### Work task:
All of the entries must be duplicated exactly.
++++
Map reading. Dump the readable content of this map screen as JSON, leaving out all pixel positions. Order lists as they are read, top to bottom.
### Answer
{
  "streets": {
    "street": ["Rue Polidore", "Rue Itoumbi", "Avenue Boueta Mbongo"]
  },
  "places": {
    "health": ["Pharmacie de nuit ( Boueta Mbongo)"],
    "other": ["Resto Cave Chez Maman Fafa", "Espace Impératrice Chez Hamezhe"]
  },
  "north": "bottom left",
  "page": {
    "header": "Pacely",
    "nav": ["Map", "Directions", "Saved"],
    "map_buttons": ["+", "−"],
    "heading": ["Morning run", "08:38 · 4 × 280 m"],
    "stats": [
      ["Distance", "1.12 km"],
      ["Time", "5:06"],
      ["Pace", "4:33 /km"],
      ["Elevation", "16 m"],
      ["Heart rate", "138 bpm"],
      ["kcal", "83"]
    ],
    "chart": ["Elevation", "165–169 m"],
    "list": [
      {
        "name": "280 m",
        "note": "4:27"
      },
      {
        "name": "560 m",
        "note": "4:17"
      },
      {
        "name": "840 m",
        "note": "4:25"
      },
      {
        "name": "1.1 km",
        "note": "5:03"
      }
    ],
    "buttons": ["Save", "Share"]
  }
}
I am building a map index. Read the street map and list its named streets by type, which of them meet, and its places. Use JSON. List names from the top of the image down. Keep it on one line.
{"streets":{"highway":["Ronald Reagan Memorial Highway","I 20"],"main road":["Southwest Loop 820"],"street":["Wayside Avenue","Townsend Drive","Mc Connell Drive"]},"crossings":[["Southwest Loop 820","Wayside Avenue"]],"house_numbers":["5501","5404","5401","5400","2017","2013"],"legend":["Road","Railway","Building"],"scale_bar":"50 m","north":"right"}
++++
### Result below:
Map reading. Dump the readable content of this map screen as JSON, leaving out all pixel positions. Order lists as they are read, top to bottom.
### Answer
{
  "streets": {
    "street": ["Rue Polidore", "Rue Itoumbi", "Avenue Boueta Mbongo"]
  },
  "places": {
    "health": ["Pharmacie de nuit ( Boueta Mbongo)"],
    "other": ["Resto Cave Chez Maman Fafa", "Espace Impératrice Chez Hamezhe"]
  },
  "north": "bottom left",
  "page": {
    "header": "Pacely",
    "nav": ["Map", "Directions", "Saved"],
    "map_buttons": ["+", "−"],
    "heading": ["Morning run", "08:38 · 4 × 280 m"],
    "stats": [
      ["Distance", "1.12 km"],
      ["Time", "5:06"],
      ["Pace", "4:33 /km"],
      ["Elevation", "16 m"],
      ["Heart rate", "138 bpm"],
      ["kcal", "83"]
    ],
    "chart": ["Elevation", "165–169 m"],
    "list": [
      {
        "name": "280 m",
        "note": "4:27"
      },
      {
        "name": "560 m",
        "note": "4:17"
      },
      {
        "name": "840 m",
        "note": "4:25"
      },
      {
        "name": "1.1 km",
        "note": "5:03"
      }
    ],
    "buttons": ["Save", "Share"]
  }
}
I am building a map index. Read the street map and list its named streets by type, which of them meet, and its places. Use JSON. List names from the top of the image down. Keep it on one line.
{"streets":{"highway":["Ronald Reagan Memorial Highway","I 20"],"main road":["Southwest Loop 820"],"street":["Wayside Avenue","Townsend Drive","Mc Connell Drive"]},"crossings":[["Southwest Loop 820","Wayside Avenue"]],"house_numbers":["5501","5404","5401","5400","2017","2013"],"legend":["Road","Railway","Building"],"scale_bar":"50 m","north":"right"}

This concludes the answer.